Common DevOps process mistakes
The most common mistake is treating DevOps as a deployment pipeline only.
A pipeline matters, but it is not the full process. A team can have CI/CD and still have poor planning, weak ownership, bad alerts, late security reviews, and rising cloud costs.
Another mistake is making releases too large. Large releases slow feedback. They make testing harder. They make rollbacks risky. Smaller changes are easier to understand and safer to ship.
Teams also struggle when monitoring is added too late. If a feature goes live without clear signals, the team cannot tell if it works.

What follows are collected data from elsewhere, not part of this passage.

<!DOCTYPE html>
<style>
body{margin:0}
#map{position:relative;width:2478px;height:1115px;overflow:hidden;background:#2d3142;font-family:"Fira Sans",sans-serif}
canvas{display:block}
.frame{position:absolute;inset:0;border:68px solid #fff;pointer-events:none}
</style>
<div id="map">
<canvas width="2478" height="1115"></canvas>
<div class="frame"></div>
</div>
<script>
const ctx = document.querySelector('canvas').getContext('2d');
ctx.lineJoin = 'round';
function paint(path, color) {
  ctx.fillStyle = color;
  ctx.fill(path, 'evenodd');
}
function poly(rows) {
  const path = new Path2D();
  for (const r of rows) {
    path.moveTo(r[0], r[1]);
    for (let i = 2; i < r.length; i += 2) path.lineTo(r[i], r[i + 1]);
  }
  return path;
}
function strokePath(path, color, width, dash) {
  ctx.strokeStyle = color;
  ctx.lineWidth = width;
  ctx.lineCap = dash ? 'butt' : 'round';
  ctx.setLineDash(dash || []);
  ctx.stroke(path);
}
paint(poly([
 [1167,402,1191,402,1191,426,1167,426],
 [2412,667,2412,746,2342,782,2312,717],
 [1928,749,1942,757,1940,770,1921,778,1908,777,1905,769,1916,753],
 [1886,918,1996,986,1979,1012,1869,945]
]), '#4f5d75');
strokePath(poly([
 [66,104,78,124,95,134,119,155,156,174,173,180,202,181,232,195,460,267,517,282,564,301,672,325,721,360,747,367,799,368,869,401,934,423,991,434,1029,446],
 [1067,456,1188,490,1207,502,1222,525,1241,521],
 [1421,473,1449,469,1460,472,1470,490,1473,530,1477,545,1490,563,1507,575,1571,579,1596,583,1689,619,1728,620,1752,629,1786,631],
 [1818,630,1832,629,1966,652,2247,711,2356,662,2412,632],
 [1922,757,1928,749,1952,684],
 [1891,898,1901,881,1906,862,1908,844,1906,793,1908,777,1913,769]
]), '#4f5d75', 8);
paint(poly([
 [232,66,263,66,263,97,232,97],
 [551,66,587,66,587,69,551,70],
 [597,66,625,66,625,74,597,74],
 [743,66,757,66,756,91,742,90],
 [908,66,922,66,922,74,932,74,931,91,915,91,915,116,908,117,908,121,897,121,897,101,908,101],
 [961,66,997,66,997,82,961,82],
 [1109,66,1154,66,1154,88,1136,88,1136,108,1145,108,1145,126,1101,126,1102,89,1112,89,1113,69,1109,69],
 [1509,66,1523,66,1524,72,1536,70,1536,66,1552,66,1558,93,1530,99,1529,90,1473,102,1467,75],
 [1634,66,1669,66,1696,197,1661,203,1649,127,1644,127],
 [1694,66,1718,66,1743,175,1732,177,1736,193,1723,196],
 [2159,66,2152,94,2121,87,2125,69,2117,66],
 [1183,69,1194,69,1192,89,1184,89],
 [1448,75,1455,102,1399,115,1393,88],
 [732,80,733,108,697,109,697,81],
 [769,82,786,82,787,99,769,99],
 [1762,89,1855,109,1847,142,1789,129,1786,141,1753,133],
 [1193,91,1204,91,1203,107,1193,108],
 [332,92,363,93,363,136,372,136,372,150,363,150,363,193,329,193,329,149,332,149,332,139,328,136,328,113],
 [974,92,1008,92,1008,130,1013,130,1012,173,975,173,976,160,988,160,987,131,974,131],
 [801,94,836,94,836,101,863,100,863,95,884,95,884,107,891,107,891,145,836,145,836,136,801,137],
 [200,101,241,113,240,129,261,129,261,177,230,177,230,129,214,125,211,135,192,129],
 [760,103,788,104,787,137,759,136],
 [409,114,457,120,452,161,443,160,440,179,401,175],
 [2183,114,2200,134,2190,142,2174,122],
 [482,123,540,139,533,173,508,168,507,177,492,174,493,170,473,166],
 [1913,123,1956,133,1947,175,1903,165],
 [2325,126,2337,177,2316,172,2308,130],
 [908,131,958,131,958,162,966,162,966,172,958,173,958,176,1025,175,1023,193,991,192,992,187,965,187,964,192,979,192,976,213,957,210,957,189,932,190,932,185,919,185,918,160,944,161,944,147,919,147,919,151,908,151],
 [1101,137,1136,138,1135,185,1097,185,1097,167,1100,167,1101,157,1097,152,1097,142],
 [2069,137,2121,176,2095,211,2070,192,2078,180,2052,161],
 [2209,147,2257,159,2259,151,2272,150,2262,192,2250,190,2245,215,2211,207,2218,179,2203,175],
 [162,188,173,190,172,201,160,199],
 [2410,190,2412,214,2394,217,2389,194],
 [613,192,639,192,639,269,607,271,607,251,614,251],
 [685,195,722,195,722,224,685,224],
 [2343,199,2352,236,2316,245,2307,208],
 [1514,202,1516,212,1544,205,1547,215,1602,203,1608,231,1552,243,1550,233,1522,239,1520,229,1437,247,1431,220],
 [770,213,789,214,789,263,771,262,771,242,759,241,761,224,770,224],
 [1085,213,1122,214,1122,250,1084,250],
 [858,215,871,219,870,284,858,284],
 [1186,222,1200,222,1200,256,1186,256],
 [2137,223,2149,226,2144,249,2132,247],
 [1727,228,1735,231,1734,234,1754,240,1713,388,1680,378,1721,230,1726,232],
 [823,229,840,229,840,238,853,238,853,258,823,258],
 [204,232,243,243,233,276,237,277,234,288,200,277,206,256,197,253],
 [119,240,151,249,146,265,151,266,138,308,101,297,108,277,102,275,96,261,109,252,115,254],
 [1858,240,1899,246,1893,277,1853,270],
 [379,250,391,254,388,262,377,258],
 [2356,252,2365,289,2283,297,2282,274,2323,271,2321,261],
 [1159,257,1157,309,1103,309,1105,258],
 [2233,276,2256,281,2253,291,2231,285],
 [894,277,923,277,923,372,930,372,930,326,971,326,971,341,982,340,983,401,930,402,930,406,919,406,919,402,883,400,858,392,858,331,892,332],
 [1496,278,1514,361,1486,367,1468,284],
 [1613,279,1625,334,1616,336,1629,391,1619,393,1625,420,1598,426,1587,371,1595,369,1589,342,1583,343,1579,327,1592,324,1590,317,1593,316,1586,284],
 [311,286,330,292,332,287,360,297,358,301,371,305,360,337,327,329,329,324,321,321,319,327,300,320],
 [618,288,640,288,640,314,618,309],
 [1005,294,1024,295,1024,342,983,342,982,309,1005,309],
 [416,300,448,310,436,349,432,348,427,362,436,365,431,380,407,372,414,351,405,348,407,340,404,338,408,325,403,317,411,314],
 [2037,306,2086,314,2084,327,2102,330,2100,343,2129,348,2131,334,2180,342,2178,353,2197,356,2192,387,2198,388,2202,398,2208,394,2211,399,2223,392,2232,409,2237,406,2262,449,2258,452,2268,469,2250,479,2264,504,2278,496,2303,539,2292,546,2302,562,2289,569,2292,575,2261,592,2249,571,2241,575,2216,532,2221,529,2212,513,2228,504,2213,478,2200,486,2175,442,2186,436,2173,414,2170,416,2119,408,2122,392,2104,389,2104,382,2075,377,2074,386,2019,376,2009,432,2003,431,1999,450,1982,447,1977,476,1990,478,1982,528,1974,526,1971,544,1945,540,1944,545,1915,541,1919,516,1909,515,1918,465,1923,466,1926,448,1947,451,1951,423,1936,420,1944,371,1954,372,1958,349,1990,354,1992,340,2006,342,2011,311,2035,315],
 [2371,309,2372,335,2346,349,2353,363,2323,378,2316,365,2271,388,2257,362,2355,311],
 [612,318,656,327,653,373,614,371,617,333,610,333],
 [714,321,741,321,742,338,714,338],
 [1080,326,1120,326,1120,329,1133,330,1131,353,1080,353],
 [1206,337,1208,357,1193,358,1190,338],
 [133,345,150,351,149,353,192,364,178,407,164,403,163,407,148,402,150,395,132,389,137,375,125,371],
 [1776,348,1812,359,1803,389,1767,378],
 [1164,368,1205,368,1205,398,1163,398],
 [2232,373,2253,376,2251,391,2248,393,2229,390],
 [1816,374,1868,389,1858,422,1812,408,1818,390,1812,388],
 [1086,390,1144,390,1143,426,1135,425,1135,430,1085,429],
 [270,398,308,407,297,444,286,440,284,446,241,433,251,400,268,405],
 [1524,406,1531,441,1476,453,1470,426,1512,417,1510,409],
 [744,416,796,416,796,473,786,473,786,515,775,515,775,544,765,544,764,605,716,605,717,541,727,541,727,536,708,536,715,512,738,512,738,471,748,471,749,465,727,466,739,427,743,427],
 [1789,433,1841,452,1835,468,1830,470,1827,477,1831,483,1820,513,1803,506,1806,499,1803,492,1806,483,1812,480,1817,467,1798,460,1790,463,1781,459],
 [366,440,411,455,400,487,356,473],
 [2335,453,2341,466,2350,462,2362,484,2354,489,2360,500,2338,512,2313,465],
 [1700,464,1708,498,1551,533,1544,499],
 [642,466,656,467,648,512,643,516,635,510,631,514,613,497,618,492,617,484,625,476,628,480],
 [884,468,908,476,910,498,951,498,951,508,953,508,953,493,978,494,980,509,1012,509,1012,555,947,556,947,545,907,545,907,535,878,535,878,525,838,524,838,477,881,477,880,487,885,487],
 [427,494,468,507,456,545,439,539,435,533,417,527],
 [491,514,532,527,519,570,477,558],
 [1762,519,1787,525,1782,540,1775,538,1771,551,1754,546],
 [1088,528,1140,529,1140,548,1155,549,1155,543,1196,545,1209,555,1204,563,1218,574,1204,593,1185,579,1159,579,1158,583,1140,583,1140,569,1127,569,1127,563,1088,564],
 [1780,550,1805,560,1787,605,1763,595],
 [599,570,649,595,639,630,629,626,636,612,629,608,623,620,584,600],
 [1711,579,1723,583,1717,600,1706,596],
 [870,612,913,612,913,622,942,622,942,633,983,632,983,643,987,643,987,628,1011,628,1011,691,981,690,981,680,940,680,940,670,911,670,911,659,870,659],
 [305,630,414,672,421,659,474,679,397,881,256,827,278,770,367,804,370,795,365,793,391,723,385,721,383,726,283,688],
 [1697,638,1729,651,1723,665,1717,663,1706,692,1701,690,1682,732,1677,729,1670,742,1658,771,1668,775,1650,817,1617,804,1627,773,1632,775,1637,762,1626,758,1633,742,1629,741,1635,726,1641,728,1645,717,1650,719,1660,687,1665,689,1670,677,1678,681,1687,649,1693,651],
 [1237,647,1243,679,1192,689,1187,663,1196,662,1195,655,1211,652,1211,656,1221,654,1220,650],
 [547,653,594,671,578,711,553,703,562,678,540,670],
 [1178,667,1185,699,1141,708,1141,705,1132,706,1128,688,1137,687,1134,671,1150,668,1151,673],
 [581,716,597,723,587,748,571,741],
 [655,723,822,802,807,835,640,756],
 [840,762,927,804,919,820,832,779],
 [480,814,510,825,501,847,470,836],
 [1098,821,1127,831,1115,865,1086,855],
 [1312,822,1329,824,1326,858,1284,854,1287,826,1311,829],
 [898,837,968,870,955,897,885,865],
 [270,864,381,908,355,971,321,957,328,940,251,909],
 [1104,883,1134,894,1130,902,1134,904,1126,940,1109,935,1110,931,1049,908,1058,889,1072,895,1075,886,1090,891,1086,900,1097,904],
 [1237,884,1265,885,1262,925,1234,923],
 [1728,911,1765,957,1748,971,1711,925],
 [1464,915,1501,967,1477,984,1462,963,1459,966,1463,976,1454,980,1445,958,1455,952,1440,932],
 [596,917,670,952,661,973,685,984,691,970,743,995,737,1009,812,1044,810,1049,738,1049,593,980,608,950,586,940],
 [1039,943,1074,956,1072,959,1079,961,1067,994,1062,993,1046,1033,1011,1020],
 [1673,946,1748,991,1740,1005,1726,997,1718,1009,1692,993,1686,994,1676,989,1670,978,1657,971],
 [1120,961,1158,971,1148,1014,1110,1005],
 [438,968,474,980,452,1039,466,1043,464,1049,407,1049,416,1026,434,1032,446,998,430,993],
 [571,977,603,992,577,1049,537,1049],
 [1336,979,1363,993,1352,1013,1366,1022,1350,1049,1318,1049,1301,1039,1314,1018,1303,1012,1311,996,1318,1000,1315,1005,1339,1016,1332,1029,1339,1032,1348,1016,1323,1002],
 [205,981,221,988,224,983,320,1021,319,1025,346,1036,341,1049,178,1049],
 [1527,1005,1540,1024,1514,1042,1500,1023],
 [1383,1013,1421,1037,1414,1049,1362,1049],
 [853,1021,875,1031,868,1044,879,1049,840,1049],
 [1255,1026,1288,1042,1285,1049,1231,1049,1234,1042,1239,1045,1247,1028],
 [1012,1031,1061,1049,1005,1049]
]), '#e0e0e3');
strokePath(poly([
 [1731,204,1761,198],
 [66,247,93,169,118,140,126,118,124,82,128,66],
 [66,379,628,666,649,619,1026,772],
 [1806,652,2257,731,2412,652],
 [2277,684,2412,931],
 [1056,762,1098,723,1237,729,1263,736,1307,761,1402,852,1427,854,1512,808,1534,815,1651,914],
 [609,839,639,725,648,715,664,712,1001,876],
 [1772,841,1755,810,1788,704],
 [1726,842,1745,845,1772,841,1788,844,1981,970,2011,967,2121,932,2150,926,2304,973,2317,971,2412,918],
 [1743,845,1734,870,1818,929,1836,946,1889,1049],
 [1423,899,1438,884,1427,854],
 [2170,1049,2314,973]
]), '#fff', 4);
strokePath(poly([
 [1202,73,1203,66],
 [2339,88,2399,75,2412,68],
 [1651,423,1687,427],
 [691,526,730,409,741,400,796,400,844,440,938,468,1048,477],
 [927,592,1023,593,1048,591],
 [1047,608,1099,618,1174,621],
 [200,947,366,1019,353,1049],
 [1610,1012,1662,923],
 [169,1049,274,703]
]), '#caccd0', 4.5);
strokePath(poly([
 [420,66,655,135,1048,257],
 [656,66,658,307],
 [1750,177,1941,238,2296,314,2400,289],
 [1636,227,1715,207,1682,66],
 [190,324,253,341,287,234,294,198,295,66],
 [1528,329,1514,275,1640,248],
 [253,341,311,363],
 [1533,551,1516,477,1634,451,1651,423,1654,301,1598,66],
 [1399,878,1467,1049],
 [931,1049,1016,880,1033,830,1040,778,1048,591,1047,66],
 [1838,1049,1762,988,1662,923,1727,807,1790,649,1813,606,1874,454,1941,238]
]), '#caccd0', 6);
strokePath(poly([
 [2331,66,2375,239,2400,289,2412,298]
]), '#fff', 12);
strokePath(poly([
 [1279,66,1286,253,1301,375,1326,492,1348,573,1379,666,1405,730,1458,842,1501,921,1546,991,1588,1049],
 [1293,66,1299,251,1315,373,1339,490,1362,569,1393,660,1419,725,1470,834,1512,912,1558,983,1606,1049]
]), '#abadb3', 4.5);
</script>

They only learn about problems from users.
The last common mistake is separating developers from production. When developers cannot see how their code behaves in real use, quality suffers. DevOps works best when teams own the outcome, not only the task.
How to improve your DevOps process
Start with the bottleneck.
If releases are slow, look at your CI/CD pipeline and manual approval steps. If production incidents last too long, improve observability and recovery paths. If bugs reach users too often, improve testing and release size. If cloud spend is unclear, add cost visibility and ownership. If security blocks releases late, move security checks earlier.
Do not redesign everything at once.
The DevOps process improves through small, steady fixes. That is the point of the loop.
A useful first step is to map one recent change from idea to production. Where did it wait? Where did someone work manually? Where did information get lost? Where did the team lack confidence?
That map will show you what to fix next.
How Code & Pepper helps
Code & Pepper helps startups and scaleups build software delivery systems that work under real pressure.
That can mean DevOps support, cloud architecture, CI/CD setup, infrastructure as code, observability, DevSecOps, cloud cost optimization, AI-assisted delivery, or full engineering team support.
Code & Pepper has worked in FinTech, HealthTech, InsurTech, and other regulated product areas for years, with over 500 delivered projects listed across its portfolio and client materials. The company provides engineering teams, team augmentation, and end-to-end software development for companies that need product delivery without long hiring cycles.
Useful internal pages:
DevOps Services for FinTech and HealthTech
What Is DevOps?
DevOps Lifecycle Explained
DevOps Best Practices
DevOps Testing
DevOps Tools Explained
Platform Engineering vs. DevOps
Cloud Cost Optimization and Cloud Migration
Software Team Augmentation
Final thoughts
The DevOps process is not a strict checklist.
It is a flow of work that helps teams move from idea to production, then from production data back to better planning.
Plan. Code. Build. Test. Release. Deploy. Operate. Monitor. Learn. Repeat.
That loop is where software delivery gets better.
For startups, it creates speed. For scaleups, it creates control. For regulated teams, it creates traceability. For users, it creates a better product.
A strong DevOps process does not make software delivery perfect.
It makes it visible, repeatable, and easier to improve.